• [Goal of the exercise]:
Where the string "location" shows up in a line of the records, copy that line.

Data excerpts Block Start

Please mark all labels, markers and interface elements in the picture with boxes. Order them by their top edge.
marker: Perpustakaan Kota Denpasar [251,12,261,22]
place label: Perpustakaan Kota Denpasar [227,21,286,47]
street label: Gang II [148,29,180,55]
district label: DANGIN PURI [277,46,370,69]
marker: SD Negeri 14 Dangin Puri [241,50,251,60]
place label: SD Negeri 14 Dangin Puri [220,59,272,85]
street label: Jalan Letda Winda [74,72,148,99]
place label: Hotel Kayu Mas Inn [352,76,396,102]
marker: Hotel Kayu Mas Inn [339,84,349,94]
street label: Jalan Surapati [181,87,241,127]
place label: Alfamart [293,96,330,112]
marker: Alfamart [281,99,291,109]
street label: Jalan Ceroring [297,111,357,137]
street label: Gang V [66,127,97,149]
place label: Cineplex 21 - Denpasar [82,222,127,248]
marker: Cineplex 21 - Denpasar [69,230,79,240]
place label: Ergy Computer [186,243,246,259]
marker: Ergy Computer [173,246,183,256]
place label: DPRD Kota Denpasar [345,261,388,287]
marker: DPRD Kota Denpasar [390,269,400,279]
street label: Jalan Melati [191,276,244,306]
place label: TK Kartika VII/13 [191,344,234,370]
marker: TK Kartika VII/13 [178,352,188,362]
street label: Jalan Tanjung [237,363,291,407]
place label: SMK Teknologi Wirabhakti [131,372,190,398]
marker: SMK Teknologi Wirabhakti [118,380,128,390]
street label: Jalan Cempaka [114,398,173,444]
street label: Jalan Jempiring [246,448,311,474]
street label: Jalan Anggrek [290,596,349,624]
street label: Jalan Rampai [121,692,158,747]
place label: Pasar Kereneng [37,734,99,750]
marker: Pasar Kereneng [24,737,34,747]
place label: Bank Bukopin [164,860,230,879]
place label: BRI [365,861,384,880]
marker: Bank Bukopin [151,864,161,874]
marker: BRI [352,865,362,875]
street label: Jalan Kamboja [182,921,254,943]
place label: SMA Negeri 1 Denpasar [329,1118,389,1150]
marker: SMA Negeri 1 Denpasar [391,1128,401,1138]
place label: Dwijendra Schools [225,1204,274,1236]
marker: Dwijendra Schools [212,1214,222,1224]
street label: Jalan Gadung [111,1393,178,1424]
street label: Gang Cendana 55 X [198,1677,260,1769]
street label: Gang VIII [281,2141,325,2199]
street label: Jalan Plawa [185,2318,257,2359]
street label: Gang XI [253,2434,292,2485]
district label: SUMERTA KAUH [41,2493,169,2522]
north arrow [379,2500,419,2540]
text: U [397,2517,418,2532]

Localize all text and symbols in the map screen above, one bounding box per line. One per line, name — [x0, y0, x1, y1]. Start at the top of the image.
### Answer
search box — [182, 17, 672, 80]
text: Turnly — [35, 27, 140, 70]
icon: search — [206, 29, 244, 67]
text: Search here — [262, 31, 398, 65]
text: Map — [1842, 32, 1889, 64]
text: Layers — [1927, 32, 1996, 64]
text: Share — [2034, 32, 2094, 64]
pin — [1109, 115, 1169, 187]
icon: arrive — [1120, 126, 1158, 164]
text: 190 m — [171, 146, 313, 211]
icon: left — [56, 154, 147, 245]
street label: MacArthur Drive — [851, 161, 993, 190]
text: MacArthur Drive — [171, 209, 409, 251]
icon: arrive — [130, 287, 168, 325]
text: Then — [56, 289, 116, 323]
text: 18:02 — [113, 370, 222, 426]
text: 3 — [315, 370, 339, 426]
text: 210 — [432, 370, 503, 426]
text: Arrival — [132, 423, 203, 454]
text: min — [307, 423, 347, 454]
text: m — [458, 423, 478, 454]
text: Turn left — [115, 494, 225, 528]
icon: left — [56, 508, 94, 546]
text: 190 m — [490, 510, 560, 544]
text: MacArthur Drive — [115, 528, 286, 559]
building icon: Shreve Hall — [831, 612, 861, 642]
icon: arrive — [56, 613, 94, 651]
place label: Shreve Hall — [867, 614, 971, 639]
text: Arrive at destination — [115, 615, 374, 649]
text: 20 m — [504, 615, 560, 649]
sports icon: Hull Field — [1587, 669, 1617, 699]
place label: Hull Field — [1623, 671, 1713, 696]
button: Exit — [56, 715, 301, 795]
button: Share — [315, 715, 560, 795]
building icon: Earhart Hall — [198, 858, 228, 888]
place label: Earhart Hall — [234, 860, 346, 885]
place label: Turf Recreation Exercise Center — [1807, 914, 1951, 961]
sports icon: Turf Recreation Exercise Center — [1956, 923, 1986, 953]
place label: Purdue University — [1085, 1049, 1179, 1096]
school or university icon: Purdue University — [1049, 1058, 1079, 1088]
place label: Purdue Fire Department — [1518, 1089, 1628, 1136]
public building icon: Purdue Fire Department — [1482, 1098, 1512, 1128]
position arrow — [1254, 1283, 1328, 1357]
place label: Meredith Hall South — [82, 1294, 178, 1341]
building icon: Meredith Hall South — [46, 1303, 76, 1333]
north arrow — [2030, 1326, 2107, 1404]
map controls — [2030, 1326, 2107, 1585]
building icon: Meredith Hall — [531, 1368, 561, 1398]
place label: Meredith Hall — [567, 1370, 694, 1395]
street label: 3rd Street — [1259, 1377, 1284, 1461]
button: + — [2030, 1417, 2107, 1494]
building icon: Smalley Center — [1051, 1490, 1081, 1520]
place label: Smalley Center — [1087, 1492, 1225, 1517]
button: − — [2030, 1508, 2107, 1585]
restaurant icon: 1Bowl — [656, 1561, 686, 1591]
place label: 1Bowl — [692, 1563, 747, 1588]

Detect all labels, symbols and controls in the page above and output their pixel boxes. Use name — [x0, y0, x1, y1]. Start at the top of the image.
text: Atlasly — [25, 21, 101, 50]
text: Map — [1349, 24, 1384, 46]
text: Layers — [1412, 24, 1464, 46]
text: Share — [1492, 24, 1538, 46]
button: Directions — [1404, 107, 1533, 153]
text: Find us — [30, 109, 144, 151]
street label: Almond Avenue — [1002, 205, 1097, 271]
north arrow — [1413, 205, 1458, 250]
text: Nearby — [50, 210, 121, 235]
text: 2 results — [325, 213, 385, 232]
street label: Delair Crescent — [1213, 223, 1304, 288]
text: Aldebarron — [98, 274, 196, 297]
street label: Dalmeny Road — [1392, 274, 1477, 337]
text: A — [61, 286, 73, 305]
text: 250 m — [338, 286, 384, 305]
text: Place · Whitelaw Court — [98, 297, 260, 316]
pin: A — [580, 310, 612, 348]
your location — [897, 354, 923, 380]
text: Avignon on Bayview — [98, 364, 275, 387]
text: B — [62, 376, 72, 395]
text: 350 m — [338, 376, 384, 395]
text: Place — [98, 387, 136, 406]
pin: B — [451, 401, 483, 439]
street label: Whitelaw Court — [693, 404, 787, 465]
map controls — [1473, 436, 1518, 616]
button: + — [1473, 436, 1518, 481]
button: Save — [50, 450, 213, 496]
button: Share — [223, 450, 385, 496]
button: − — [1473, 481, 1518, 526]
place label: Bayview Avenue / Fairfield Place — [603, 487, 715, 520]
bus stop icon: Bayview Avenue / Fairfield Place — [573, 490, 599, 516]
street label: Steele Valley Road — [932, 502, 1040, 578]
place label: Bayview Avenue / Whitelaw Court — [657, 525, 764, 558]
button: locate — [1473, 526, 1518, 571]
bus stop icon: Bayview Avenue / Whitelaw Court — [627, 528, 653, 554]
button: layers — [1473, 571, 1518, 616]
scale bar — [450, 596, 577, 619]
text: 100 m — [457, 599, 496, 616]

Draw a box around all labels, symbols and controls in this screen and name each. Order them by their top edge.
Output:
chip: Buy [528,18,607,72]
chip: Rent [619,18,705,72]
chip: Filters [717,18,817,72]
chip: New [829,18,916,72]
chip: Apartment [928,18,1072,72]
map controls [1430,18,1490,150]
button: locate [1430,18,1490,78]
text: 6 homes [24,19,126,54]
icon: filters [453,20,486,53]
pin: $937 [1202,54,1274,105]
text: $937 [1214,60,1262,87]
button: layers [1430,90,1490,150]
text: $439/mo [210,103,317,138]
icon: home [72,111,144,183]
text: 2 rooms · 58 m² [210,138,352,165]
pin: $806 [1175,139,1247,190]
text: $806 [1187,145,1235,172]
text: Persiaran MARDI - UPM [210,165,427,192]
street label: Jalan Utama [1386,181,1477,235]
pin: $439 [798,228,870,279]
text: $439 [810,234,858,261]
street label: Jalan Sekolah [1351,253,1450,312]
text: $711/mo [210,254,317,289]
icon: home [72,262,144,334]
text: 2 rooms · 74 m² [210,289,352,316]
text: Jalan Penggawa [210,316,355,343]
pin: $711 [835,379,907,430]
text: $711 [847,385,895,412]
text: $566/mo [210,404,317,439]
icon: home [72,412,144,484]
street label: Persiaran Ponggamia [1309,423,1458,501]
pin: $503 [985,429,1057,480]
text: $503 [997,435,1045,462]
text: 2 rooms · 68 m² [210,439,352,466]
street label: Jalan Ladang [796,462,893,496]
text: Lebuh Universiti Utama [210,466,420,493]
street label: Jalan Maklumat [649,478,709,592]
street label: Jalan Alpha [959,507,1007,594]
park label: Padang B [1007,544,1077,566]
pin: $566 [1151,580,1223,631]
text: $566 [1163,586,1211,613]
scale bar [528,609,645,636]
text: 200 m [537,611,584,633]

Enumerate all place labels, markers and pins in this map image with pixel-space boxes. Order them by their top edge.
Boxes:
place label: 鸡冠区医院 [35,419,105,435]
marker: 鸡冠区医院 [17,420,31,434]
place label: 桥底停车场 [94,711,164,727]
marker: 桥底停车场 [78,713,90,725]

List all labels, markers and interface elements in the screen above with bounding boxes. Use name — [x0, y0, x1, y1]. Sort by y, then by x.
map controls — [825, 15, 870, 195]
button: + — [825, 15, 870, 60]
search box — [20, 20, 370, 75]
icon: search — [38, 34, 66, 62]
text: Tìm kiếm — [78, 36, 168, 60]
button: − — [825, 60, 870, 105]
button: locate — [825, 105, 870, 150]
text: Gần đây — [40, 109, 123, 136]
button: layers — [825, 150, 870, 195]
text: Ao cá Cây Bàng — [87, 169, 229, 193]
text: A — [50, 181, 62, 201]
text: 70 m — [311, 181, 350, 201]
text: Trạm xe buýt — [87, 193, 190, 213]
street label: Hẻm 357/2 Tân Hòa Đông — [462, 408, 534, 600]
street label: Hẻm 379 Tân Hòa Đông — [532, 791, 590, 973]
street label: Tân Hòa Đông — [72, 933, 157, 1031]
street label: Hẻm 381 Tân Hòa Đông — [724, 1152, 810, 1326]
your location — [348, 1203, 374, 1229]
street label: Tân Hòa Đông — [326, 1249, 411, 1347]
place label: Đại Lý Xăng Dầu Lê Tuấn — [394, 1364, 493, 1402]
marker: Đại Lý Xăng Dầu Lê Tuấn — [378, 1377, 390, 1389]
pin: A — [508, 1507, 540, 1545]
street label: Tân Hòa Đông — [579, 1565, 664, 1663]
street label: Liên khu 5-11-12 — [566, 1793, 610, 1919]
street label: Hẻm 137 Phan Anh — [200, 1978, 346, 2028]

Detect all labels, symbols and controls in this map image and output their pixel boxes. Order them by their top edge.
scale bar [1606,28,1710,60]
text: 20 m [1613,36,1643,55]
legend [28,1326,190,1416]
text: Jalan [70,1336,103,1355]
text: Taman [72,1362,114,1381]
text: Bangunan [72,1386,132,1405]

Data excerpts Block End

• [Written solution]:
your location — [897, 354, 923, 380]
your location — [348, 1203, 374, 1229]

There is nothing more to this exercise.